Directions: The entire listing below is to be reproduced exactly.

Data supplied:

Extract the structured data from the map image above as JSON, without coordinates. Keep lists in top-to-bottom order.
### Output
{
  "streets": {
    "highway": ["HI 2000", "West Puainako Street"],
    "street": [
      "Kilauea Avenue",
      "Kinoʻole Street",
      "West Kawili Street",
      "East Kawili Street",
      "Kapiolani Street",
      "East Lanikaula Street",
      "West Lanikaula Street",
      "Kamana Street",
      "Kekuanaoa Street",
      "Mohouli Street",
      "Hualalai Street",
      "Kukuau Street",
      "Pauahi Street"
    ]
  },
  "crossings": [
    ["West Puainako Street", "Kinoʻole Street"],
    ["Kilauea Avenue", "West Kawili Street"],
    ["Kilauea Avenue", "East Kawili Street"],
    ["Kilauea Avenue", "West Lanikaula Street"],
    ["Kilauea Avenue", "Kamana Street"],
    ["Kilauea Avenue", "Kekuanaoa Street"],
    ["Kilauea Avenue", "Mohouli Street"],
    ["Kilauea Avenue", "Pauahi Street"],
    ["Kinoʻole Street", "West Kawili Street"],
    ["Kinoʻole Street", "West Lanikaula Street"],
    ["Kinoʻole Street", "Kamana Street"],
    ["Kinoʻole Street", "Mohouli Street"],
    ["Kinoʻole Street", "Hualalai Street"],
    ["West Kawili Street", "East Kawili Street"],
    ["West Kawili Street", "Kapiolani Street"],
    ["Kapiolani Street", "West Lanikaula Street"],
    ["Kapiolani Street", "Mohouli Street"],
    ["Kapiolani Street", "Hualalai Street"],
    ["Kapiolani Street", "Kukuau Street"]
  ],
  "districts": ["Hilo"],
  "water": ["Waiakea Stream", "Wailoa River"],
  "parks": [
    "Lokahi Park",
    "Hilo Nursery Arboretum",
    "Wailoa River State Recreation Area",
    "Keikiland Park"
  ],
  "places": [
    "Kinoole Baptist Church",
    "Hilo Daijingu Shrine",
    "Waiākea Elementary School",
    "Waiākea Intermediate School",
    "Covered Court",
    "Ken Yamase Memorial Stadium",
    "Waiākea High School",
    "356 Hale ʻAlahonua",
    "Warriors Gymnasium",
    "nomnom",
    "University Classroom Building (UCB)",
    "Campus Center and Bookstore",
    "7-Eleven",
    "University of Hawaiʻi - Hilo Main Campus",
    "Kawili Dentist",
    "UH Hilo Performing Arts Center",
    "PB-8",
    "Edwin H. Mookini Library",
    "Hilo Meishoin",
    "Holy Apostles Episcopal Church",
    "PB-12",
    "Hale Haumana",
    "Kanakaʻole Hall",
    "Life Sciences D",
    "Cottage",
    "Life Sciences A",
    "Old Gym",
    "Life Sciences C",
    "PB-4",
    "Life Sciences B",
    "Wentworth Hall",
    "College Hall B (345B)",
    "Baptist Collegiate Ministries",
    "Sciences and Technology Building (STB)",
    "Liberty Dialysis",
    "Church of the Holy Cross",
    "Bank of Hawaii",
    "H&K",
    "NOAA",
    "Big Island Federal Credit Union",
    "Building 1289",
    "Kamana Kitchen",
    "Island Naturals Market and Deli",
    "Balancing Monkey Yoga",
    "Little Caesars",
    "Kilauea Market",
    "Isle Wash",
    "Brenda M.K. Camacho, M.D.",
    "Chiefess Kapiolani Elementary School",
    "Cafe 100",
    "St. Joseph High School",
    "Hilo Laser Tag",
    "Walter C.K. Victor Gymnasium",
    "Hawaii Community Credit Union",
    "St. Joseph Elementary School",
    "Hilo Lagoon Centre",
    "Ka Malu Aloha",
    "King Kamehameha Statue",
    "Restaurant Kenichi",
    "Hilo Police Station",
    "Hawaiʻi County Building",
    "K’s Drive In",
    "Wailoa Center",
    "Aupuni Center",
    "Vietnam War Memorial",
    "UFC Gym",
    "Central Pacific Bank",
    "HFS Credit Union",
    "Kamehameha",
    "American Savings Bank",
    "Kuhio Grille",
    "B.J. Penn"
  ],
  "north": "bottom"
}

Task solution:
Extract the structured data from the map image above as JSON, without coordinates. Keep lists in top-to-bottom order.
### Output
{
  "streets": {
    "highway": ["HI 2000", "West Puainako Street"],
    "street": [
      "Kilauea Avenue",
      "Kinoʻole Street",
      "West Kawili Street",
      "East Kawili Street",
      "Kapiolani Street",
      "East Lanikaula Street",
      "West Lanikaula Street",
      "Kamana Street",
      "Kekuanaoa Street",
      "Mohouli Street",
      "Hualalai Street",
      "Kukuau Street",
      "Pauahi Street"
    ]
  },
  "crossings": [
    ["West Puainako Street", "Kinoʻole Street"],
    ["Kilauea Avenue", "West Kawili Street"],
    ["Kilauea Avenue", "East Kawili Street"],
    ["Kilauea Avenue", "West Lanikaula Street"],
    ["Kilauea Avenue", "Kamana Street"],
    ["Kilauea Avenue", "Kekuanaoa Street"],
    ["Kilauea Avenue", "Mohouli Street"],
    ["Kilauea Avenue", "Pauahi Street"],
    ["Kinoʻole Street", "West Kawili Street"],
    ["Kinoʻole Street", "West Lanikaula Street"],
    ["Kinoʻole Street", "Kamana Street"],
    ["Kinoʻole Street", "Mohouli Street"],
    ["Kinoʻole Street", "Hualalai Street"],
    ["West Kawili Street", "East Kawili Street"],
    ["West Kawili Street", "Kapiolani Street"],
    ["Kapiolani Street", "West Lanikaula Street"],
    ["Kapiolani Street", "Mohouli Street"],
    ["Kapiolani Street", "Hualalai Street"],
    ["Kapiolani Street", "Kukuau Street"]
  ],
  "districts": ["Hilo"],
  "water": ["Waiakea Stream", "Wailoa River"],
  "parks": [
    "Lokahi Park",
    "Hilo Nursery Arboretum",
    "Wailoa River State Recreation Area",
    "Keikiland Park"
  ],
  "places": [
    "Kinoole Baptist Church",
    "Hilo Daijingu Shrine",
    "Waiākea Elementary School",
    "Waiākea Intermediate School",
    "Covered Court",
    "Ken Yamase Memorial Stadium",
    "Waiākea High School",
    "356 Hale ʻAlahonua",
    "Warriors Gymnasium",
    "nomnom",
    "University Classroom Building (UCB)",
    "Campus Center and Bookstore",
    "7-Eleven",
    "University of Hawaiʻi - Hilo Main Campus",
    "Kawili Dentist",
    "UH Hilo Performing Arts Center",
    "PB-8",
    "Edwin H. Mookini Library",
    "Hilo Meishoin",
    "Holy Apostles Episcopal Church",
    "PB-12",
    "Hale Haumana",
    "Kanakaʻole Hall",
    "Life Sciences D",
    "Cottage",
    "Life Sciences A",
    "Old Gym",
    "Life Sciences C",
    "PB-4",
    "Life Sciences B",
    "Wentworth Hall",
    "College Hall B (345B)",
    "Baptist Collegiate Ministries",
    "Sciences and Technology Building (STB)",
    "Liberty Dialysis",
    "Church of the Holy Cross",
    "Bank of Hawaii",
    "H&K",
    "NOAA",
    "Big Island Federal Credit Union",
    "Building 1289",
    "Kamana Kitchen",
    "Island Naturals Market and Deli",
    "Balancing Monkey Yoga",
    "Little Caesars",
    "Kilauea Market",
    "Isle Wash",
    "Brenda M.K. Camacho, M.D.",
    "Chiefess Kapiolani Elementary School",
    "Cafe 100",
    "St. Joseph High School",
    "Hilo Laser Tag",
    "Walter C.K. Victor Gymnasium",
    "Hawaii Community Credit Union",
    "St. Joseph Elementary School",
    "Hilo Lagoon Centre",
    "Ka Malu Aloha",
    "King Kamehameha Statue",
    "Restaurant Kenichi",
    "Hilo Police Station",
    "Hawaiʻi County Building",
    "K’s Drive In",
    "Wailoa Center",
    "Aupuni Center",
    "Vietnam War Memorial",
    "UFC Gym",
    "Central Pacific Bank",
    "HFS Credit Union",
    "Kamehameha",
    "American Savings Bank",
    "Kuhio Grille",
    "B.J. Penn"
  ],
  "north": "bottom"
}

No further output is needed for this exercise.